Rime propose d’explorer cinq étages de la tour en forme de serrure. Ce n’est qu’une fois l’aventure terminée que nous découvrons les titres que les développeurs du jeu vidéo ont attribués aux différents chapitres : le déni, la colère, le marchandage, la dépression et l’acceptation. Chacun de ces niveaux représente une étape dans le processus de deuil décrit par la psychiatre Elisabeth Kübler-Ross.

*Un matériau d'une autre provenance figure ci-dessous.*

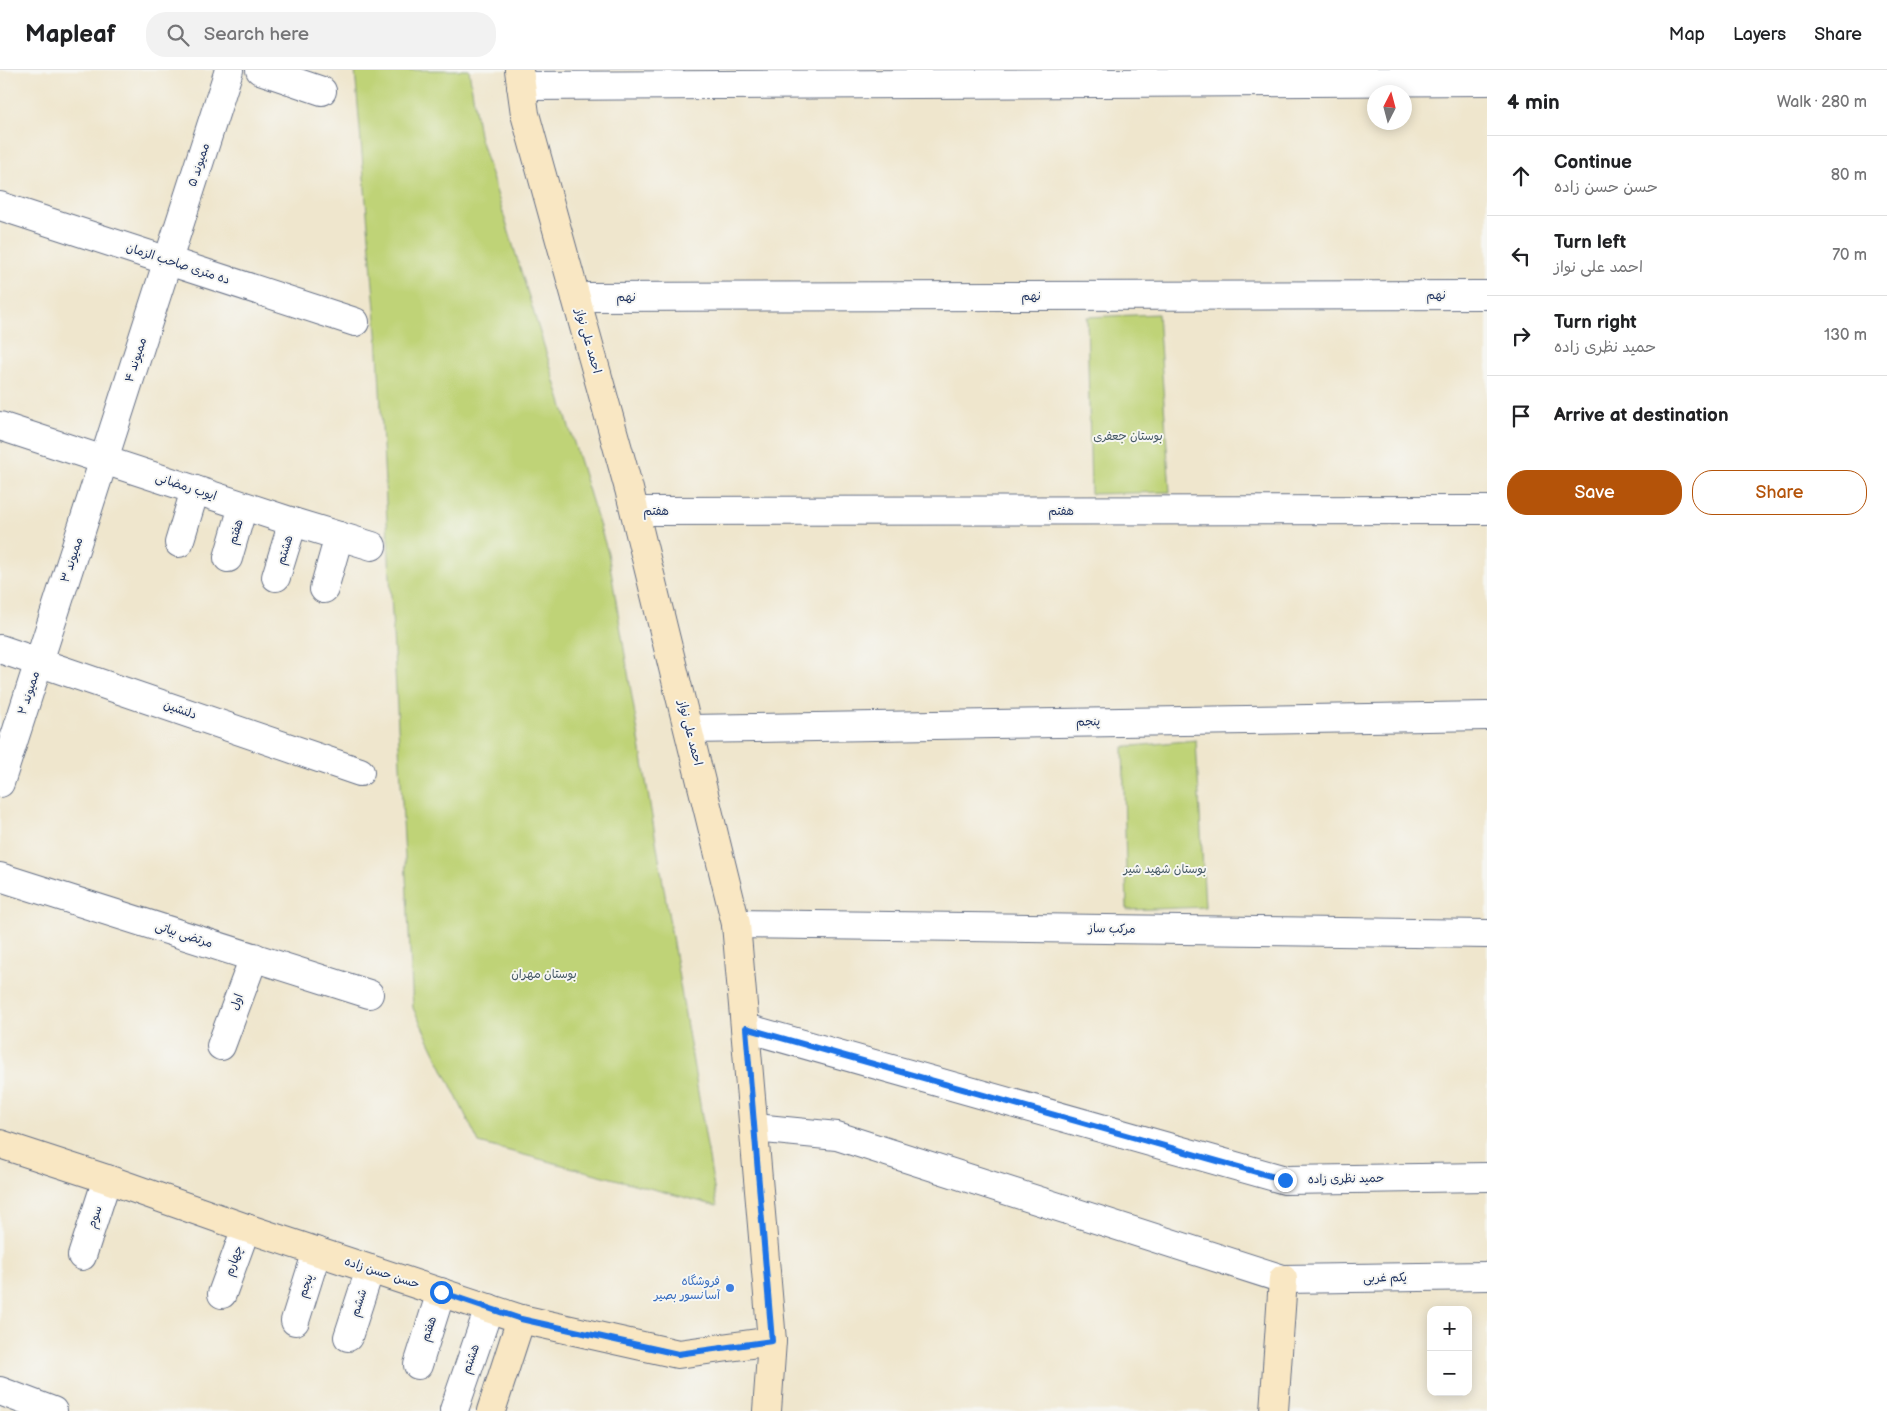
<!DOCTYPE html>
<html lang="en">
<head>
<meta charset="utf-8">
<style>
  body { margin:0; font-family:"Balsamiq Sans","Playpen Sans Arabic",sans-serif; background:#f2f2f2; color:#202124 }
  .controls { position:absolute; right:15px; bottom:15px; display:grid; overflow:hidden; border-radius:10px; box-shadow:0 2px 12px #0003 }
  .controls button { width:45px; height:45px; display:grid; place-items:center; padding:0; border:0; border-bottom:1px solid #e0e0e0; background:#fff; color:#202124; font:25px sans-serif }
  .compass { position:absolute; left:1367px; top:15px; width:45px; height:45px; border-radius:50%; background:#fff; box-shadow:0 2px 12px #0003; rotate:6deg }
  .stop { position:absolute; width:15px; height:15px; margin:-11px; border:4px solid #1a73e8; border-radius:50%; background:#fff }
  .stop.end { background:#1a73e8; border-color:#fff; box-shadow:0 1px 5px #0008 }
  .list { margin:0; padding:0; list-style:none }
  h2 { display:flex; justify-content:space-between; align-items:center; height:65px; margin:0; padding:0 20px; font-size:21px }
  h2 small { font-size:16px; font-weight:400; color:#757577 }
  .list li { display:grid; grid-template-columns:32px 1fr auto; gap:15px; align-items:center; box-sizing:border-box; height:80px; padding:0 20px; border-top:1px solid #e0e0e0 }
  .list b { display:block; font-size:19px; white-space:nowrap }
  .list p { margin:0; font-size:16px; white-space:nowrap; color:#757577 }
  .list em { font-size:16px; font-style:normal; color:#757577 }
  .actions { display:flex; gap:10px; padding:15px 20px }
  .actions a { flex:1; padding:11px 0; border:1px solid #b45309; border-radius:20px; text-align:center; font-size:18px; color:#b45309 }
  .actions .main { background:#b45309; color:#fff }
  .icon { flex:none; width:28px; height:28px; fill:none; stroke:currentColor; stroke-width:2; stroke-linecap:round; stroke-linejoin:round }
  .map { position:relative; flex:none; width:1487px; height:1341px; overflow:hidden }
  header { display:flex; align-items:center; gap:30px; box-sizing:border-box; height:70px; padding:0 25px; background:#fff; border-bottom:1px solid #e0e0e0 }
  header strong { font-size:24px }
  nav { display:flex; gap:28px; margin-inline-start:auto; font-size:18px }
  .search { width:350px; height:45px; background:#f2f2f2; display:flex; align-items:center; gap:12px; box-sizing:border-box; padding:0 18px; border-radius:20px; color:#757577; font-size:19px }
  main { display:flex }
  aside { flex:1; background:#fff }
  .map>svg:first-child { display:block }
  .green { fill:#bfd377; stroke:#6d816a }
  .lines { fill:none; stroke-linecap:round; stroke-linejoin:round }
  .street-casing { stroke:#656f85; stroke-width:30 }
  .secondary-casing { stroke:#656f85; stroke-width:30 }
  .street { stroke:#fff; stroke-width:28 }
  .secondary { stroke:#f9e7c3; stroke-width:28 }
  .route { stroke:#1a73e8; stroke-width:6 }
  .shop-dot { fill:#3f7fe0; stroke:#f6f6f2; stroke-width:2 }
  .labels { text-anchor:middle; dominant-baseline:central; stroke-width:4; stroke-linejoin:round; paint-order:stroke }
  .street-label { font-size:12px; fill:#1b2f5e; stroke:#f6f6f2 }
  .park-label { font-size:12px; fill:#445864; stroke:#f6f6f2 }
  .shop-label { font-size:12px; fill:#366cbe; stroke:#f6f6f2; text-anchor:end }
</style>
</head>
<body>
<header>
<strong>Mapleaf</strong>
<div class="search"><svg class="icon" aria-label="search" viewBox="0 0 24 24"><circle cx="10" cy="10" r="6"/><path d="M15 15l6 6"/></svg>Search here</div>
<nav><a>Map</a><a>Layers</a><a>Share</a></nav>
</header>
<main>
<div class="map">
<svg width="1487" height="1341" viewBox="0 0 1487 1341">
  <rect width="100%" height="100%" fill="#f6f6f2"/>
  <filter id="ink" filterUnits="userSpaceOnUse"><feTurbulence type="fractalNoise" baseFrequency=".02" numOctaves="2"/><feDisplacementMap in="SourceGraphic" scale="10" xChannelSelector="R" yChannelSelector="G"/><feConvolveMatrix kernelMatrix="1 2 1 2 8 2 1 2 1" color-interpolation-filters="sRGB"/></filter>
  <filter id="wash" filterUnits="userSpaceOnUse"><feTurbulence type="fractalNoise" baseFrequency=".0096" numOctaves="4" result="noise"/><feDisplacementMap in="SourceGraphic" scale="20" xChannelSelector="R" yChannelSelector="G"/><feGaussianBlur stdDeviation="1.12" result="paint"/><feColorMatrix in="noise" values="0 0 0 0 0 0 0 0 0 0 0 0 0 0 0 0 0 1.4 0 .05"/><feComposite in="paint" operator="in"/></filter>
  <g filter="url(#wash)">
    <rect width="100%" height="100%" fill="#efe6cd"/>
    <g class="green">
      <path d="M 355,0 L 469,0 L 479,65 L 608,483 L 717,1136 L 479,1073 L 413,938 L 377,263 Z"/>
      <path d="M 1158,244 L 1170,422 L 1091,424 L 1087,247 Z"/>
      <path d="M 1196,670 L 1205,837 L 1127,840 L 1123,677 Z"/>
    </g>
  </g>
  <g filter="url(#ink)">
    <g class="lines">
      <g class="street-casing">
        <g id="street">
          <path d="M 260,0 L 322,21"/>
          <path d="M 521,16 L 1487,11"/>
          <path d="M 0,136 L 355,252"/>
          <path d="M 576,227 L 1487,225"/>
          <path d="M 0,356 L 293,452 L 372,476"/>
          <path d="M 635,441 L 1487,440"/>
          <path d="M 179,473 L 195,420"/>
          <path d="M 228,488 L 243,436"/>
          <path d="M 276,507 L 293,452"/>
          <path d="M 324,519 L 339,466"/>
          <path d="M 0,579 L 360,702"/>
          <path d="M 689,659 L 1487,646"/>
          <path d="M 0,713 L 229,0"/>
          <path d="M 0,807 L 369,924"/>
          <path d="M 736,854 L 1487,864"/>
          <path d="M 746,958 L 1285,1110 L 1487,1107"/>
          <path d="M 221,976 L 254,887"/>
          <path d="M 755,1058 L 837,1066 L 1283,1209 L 1487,1206"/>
          <path d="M 82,1186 L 107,1109"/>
          <path d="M 222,1224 L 246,1158"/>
          <path d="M 295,1251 L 317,1181"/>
          <path d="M 348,1267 L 370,1199"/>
          <path d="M 418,1295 L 441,1222"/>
          <path d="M 0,1321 L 53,1341"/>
          <path d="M 454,1340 L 489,1238"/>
        </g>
      </g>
      <g class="secondary-casing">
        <g id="secondary">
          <path d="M 519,0 L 525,44 L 629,419 L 736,854 L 772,1271 L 767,1341"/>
          <path d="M 0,1074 L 107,1109 L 246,1158 L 521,1249 L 678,1284 L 772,1271"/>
          <path d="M 491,1341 L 521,1249"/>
          <path d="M 1274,1341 L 1283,1209"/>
        </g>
      </g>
      <use href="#street" class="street"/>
      <use href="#secondary" class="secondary"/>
    </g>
  </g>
  <g class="lines" filter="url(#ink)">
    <path class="route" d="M 441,1222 L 521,1249 L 678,1284 L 772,1271 L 746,958 L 1285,1110"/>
  </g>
  <circle class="shop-dot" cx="730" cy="1218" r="5"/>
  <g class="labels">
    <g class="street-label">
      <text transform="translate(199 95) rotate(-72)">ممیوند ۵</text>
      <text transform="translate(178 194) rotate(18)">ده متری صاحب الزمان</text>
      <text x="1436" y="225">نهم</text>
      <text x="1031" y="226">نهم</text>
      <text x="626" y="227">نهم</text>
      <text transform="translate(588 271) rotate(74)">احمد علی نواز</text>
      <text transform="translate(136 290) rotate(-72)">ممیوند ۴</text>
      <text transform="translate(186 417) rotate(18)">ایوب رمضانی</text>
      <text x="656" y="441">هفتم</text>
      <text x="1061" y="441">هفتم</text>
      <text transform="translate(236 462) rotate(-74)">هفتم</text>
      <text transform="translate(285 480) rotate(-73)">هشتم</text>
      <text transform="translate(72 490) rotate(-72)">ممیوند ۳</text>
      <text transform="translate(29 623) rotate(-72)">ممیوند ۲</text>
      <text transform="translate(180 640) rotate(19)">دلنشین</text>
      <text transform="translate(1088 652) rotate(-1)">پنجم</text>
      <text transform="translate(690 663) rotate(76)">احمد علی نواز</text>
      <text transform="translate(1112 859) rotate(1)">مرکب ساز</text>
      <text transform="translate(184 865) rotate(18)">مرتضی بیاتی</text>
      <text transform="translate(237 932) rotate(-70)">اول</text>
      <text transform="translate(1346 1109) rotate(-1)">حمید نظری زاده</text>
      <text transform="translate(95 1147) rotate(-72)">سوم</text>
      <text transform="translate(234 1191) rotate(-70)">چهارم</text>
      <text transform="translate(382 1203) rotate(18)">حسن حسن زاده</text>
      <text transform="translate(1385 1208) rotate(-1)">یکم غربی</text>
      <text transform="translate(306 1216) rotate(-72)">پنجم</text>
      <text transform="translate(359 1233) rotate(-72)">ششم</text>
      <text transform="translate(429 1259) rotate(-72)">هفتم</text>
      <text transform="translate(471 1289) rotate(-71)">هشتم</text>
    </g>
    <g class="park-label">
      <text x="1128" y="366">بوستان جعفری</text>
      <text x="1165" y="799">بوستان شهید شیر</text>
      <text x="544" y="904">بوستان مهران</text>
    </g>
    <g class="shop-label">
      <text x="720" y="1211">فروشگاه<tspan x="720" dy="14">آسانسور بصیر</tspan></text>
    </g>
  </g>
</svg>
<div class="controls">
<button>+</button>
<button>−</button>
</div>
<svg class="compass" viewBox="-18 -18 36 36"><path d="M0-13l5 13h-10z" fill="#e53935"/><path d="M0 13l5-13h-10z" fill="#757577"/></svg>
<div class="stop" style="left:441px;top:1222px"></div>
<div class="stop end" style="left:1285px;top:1110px"></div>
</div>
<aside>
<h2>4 min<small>Walk · 280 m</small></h2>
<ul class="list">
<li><svg class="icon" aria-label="ahead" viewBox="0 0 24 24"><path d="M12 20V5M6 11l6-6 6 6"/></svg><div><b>Continue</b><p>حسن حسن زاده</p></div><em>80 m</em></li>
<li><svg class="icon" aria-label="left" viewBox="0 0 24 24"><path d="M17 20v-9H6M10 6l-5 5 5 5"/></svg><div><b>Turn left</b><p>احمد علی نواز</p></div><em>70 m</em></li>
<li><svg class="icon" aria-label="right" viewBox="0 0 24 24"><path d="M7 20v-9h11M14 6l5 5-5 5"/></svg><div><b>Turn right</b><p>حمید نظری زاده</p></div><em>130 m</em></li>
<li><svg class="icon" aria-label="arrive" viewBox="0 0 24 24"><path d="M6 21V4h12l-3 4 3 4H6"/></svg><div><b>Arrive at destination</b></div></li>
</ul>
<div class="actions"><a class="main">Save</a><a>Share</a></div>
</aside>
</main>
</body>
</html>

Le premier niveau, celui du déni, met en scène des paysages luxuriants, ensoleillés, et plein de vie. On y découvre des grottes, des passages secrets, et on part à la « chasse aux œufs » pour récolter des objets bonus. C’est au cours de ce niveau que le personnage réveille l’esprit d’un petit renard qui le guidera tout au long de son aventure, mais l’animal n’intervient qu’à certains moments précis, notamment lorsque le personnage ignore où il doit aller. Le rôle qu’occupe le renard est très important ; d’une part, il fait le lien entre le monde des vivants et le monde des morts ; d’autre part il est le guide qui accompagne en douceur le garçon pour lever le voile du déni en le menant jusqu’au mausolée où est enterrée sa mère.
Le second niveau change de ton. Les décors se parent de couleur ocre, orange, rouge et marron afin de représenter la colère, l’agressivité et l’hostilité. Dans ce niveau, le personnage se retrouve au beau milieu d’un désert aride, sous un soleil de feu. Plus aucune végétation ou animal ne peuplent ces terres désolées. Désormais, seules des ruines composent le paysage. Mais contrairement au niveau précédent, le garçon ne peut plus explorer les environs en toute sécurité car il est poursuivi par une créature qui le traque et l’attrape dès qu’elle en a l’occasion. L’angoisse de persécution et de dévoration est ainsi figuré dans Rime puisque le garçon est aux prises avec une menace extérieure à la fois dangereuse et toute-puissante. Pour échapper à la mort il n’a pas d’autre solution que de fuir et de se cacher sous la voûte des ruines ou de plonger dans la mer, mais parfois au risque de s’asphyxier. Pour venir à bout de son ennemi, le garçon libère un terrible orage noir qui était contenu dans la tour, telle une métaphore de la colère contenue qui sort de ses gonds. Une fois le monde plongé dans l’obscurité, d’étranges créatures noires font leur apparition.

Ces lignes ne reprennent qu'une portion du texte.